◆ **To do**: Once every line in the data below has been checked for "image", give the number of lines that hold it, and only that.

Dataset items:

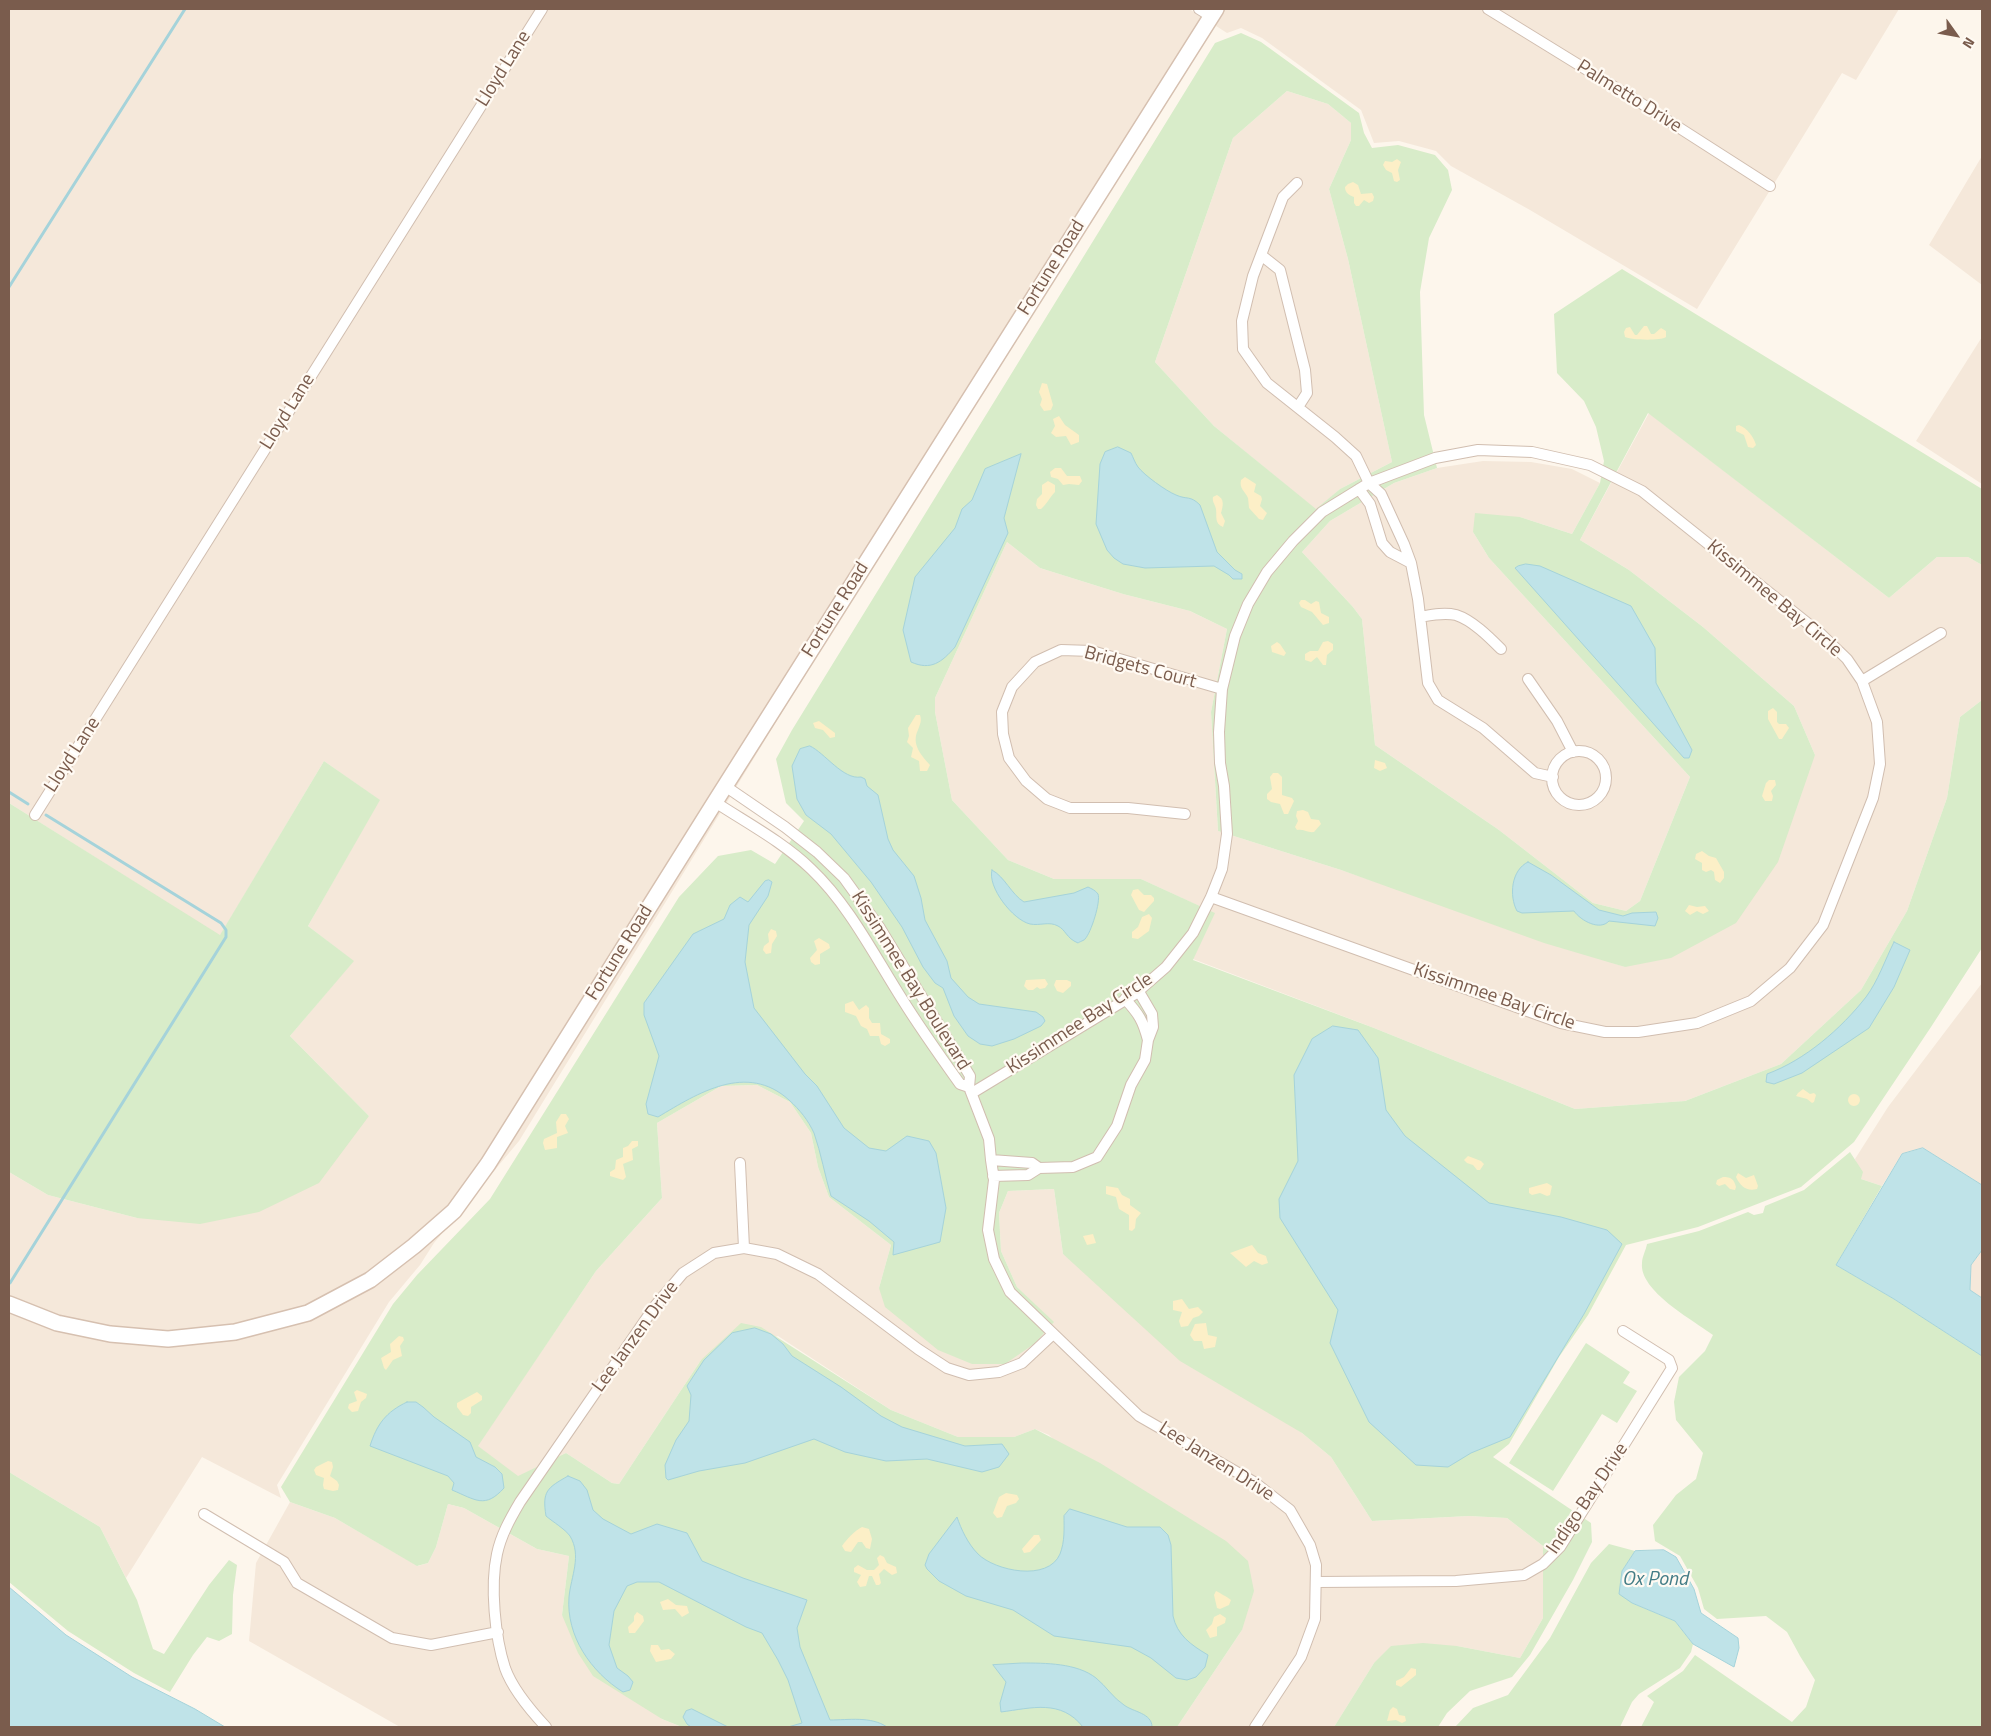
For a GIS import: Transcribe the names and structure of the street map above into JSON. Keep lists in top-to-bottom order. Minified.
{"streets":{"street":["Lloyd Lane","Palmetto Drive","Fortune Road","Kissimmee Bay Circle","Bridgets Court","Kissimmee Bay Boulevard","Lee Janzen Drive","Indigo Bay Drive"]},"crossings":[["Fortune Road","Kissimmee Bay Boulevard"],["Kissimmee Bay Circle","Bridgets Court"],["Kissimmee Bay Circle","Kissimmee Bay Boulevard"],["Kissimmee Bay Circle","Lee Janzen Drive"],["Kissimmee Bay Boulevard","Lee Janzen Drive"],["Lee Janzen Drive","Indigo Bay Drive"]],"water":["Ox Pond"],"north":"bottom right"}
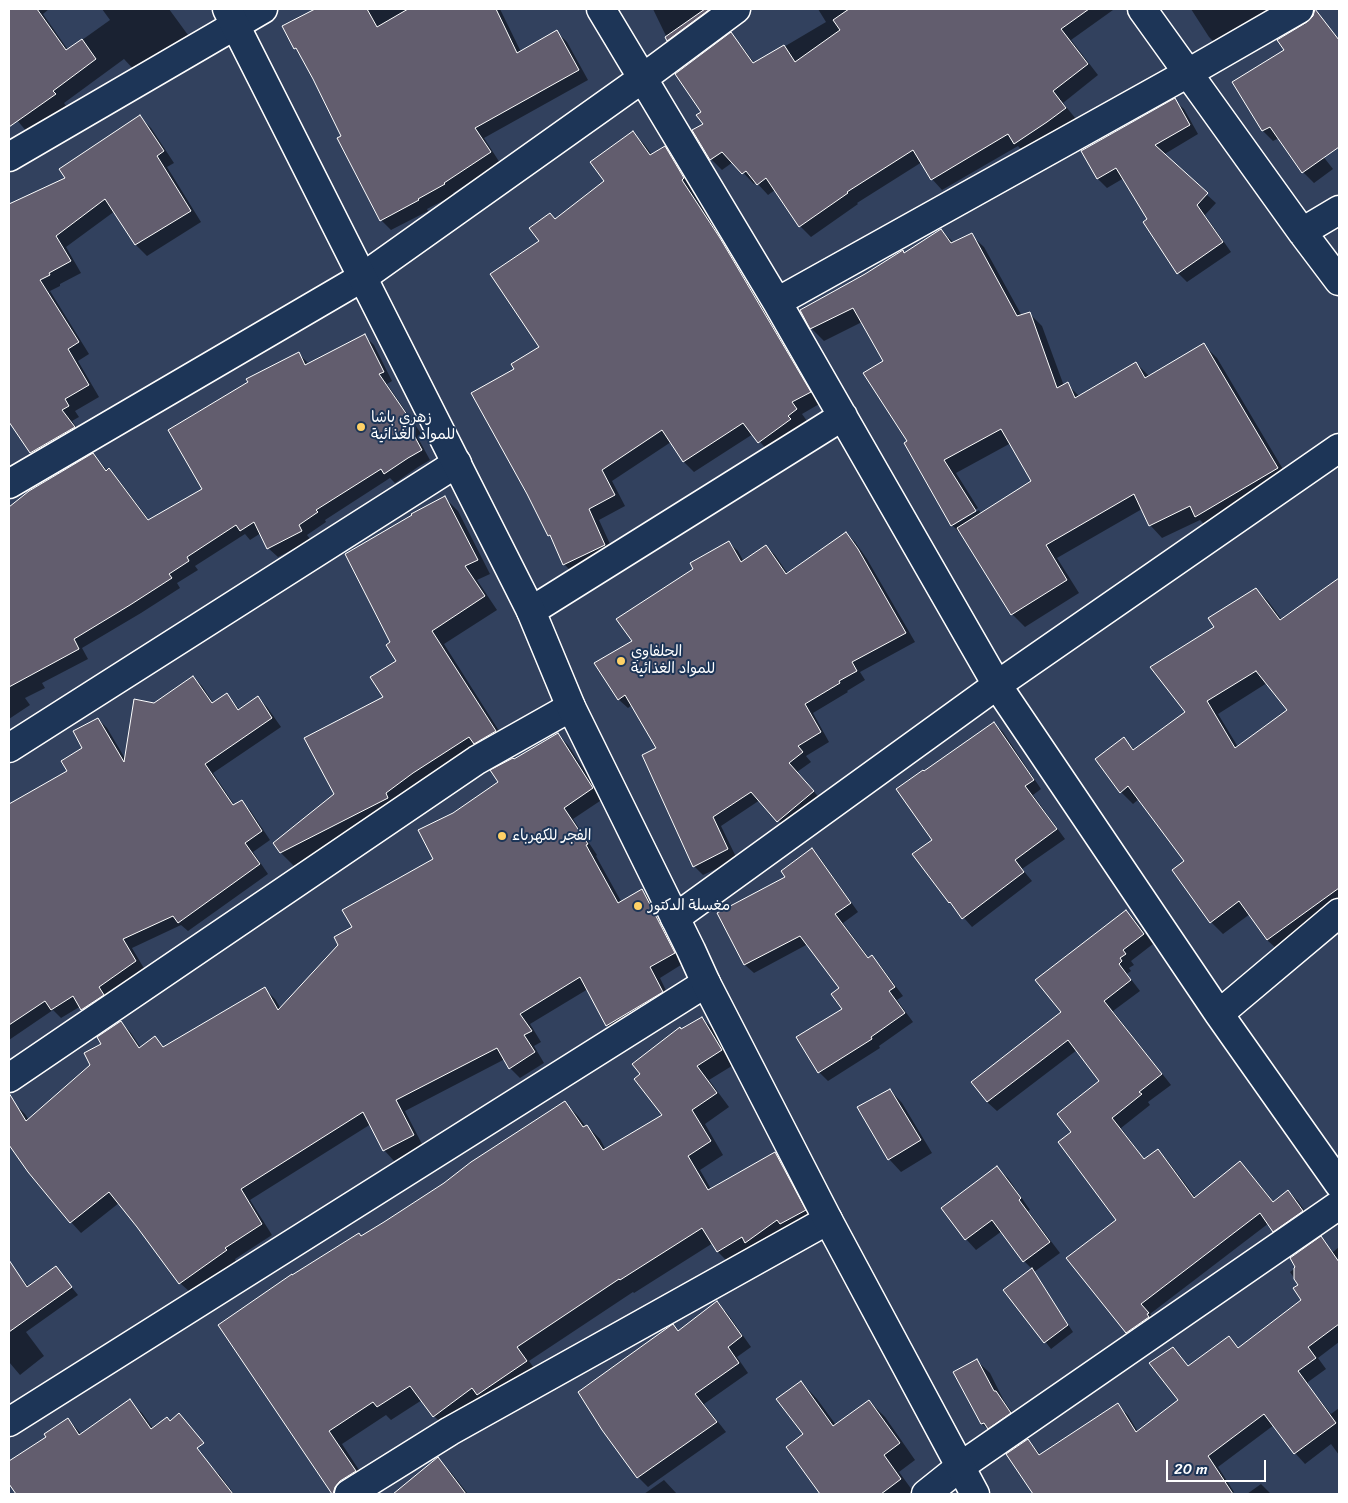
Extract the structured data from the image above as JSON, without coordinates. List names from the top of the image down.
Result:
{
  "places": [
    "زهري باشا للمواد الغذائية",
    "الحلفاوي للمواد الغذائية",
    "الفجر للكهرباء",
    "مغسلة الدكتور"
  ],
  "scale_bar": "20 m"
}
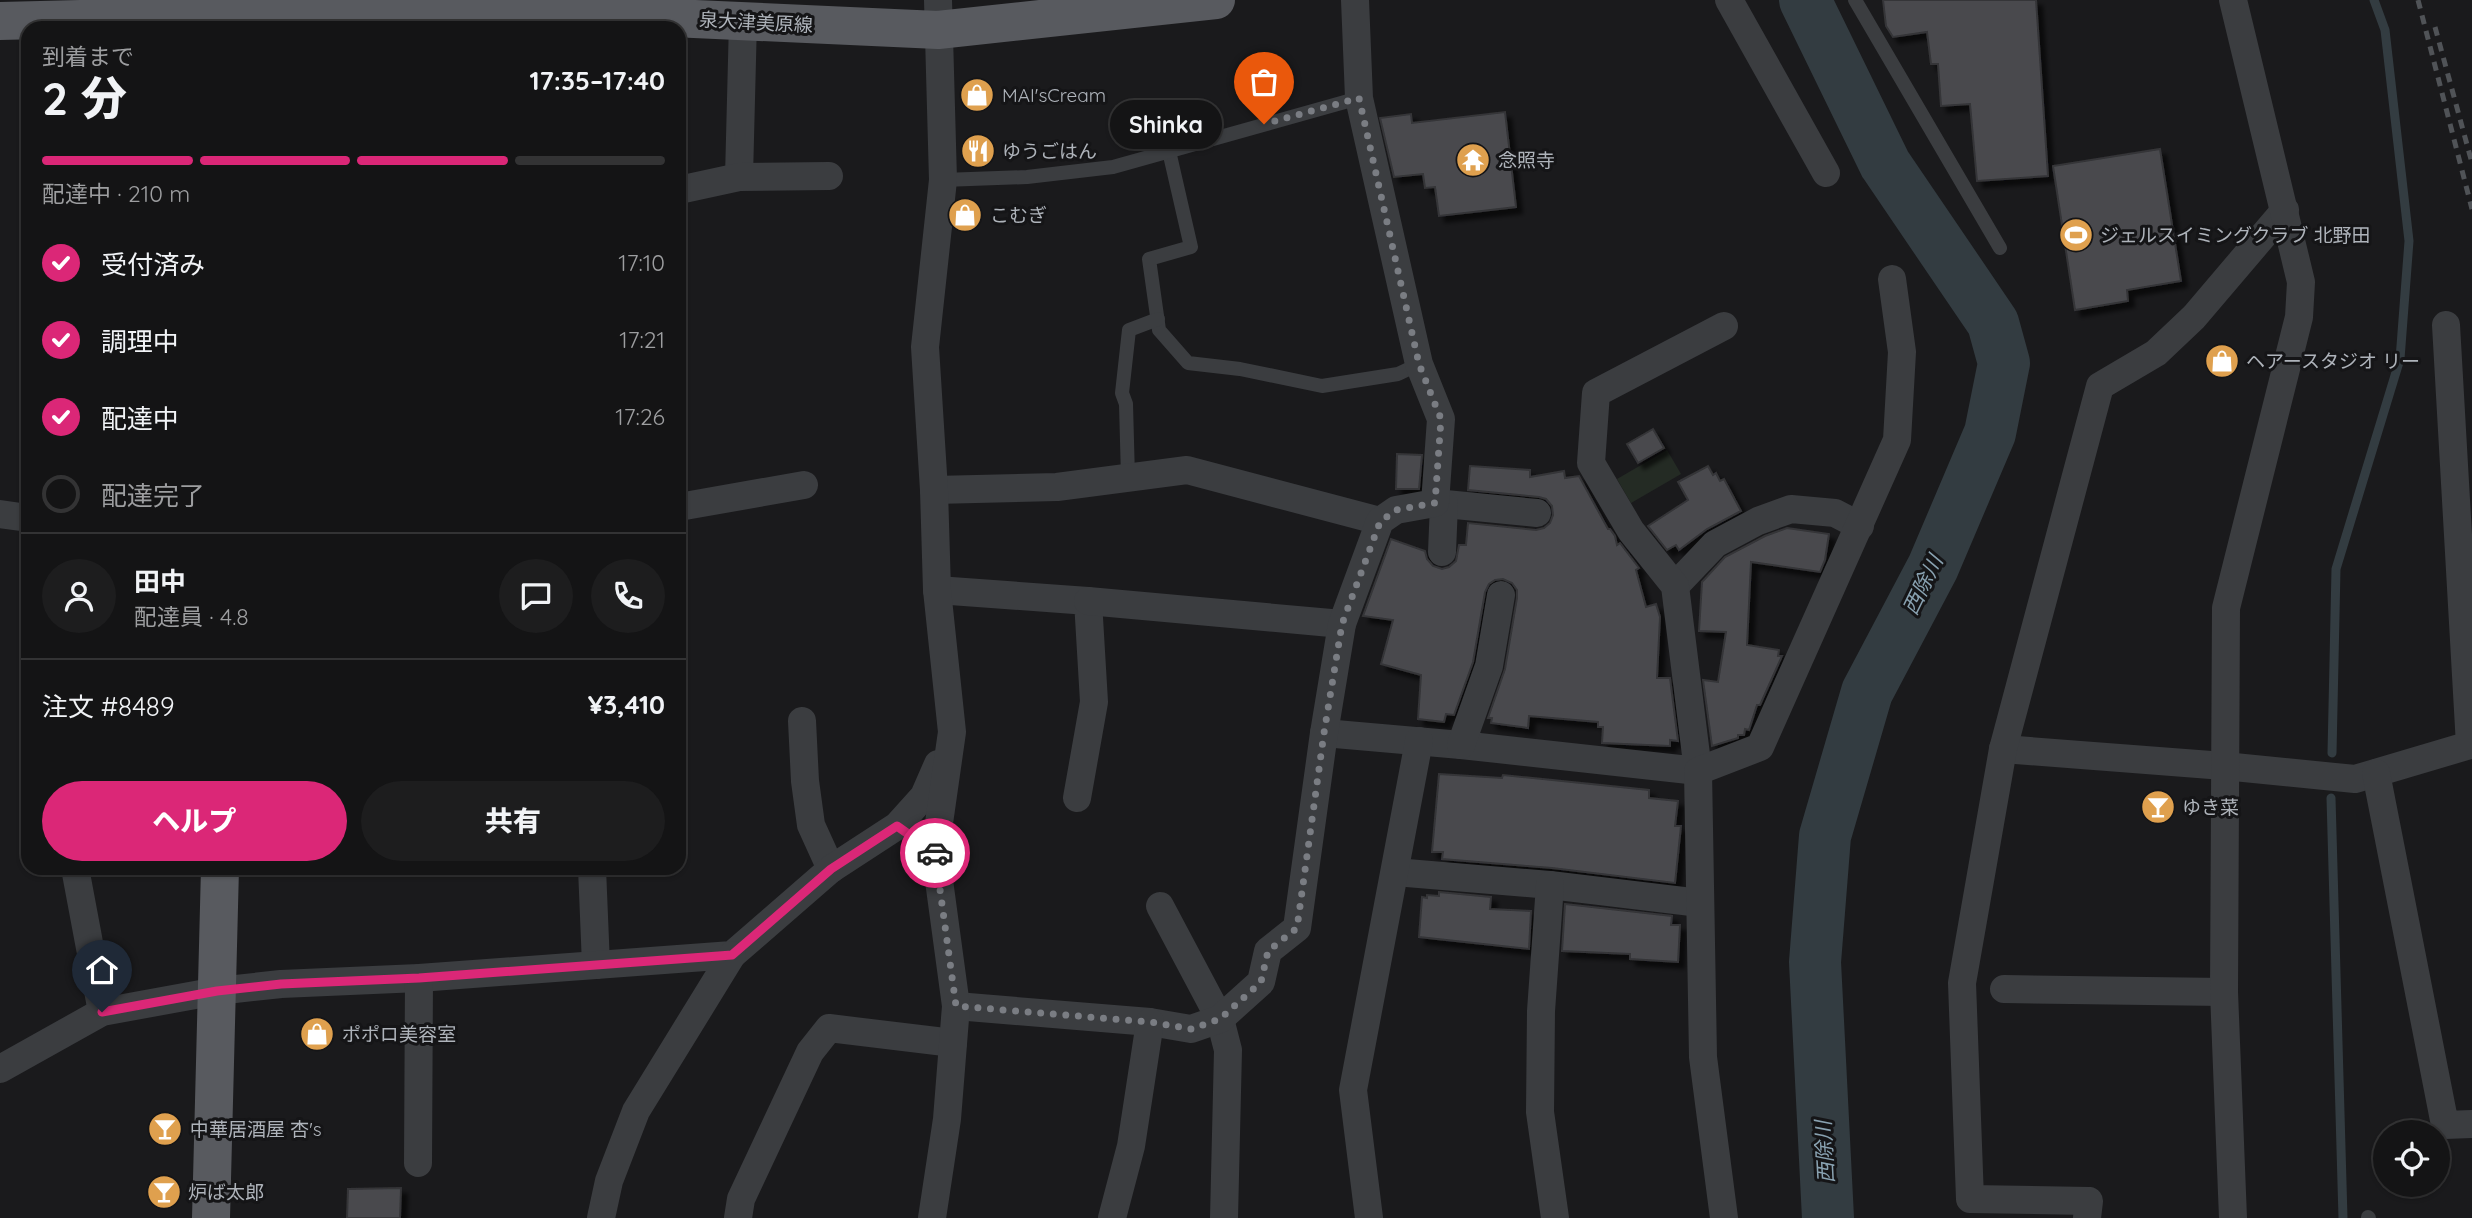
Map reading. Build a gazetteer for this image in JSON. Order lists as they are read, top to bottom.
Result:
{
  "streets": {
    "main road": ["泉大津美原線"]
  },
  "water": ["西除川"],
  "places": {
    "shop": [
      "MAI'sCream",
      "こむぎ",
      "ヘアースタジオ リー",
      "ポポロ美容室"
    ],
    "other": ["Shinka"],
    "restaurant": ["ゆうごはん"],
    "temple": ["念照寺"],
    "sports": ["ジェルスイミングクラブ 北野田"],
    "bar": ["ゆき菜", "中華居酒屋 杏's", "炉ば太郎"]
  },
  "page": {
    "heading": ["2 分", "到着まで", "17:35–17:40"],
    "panel": [
      "田中",
      "配達員 · 4.8",
      "注文 #8489",
      "¥3,410"
    ],
    "bubble": "Shinka",
    "bar": "配達中 · 210 m",
    "list": [
      ["受付済み", "17:10"],
      ["調理中", "17:21"],
      ["配達中", "17:26"],
      "配達完了"
    ],
    "buttons": ["ヘルプ", "共有"]
  }
}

◆ **Problem solution**: 2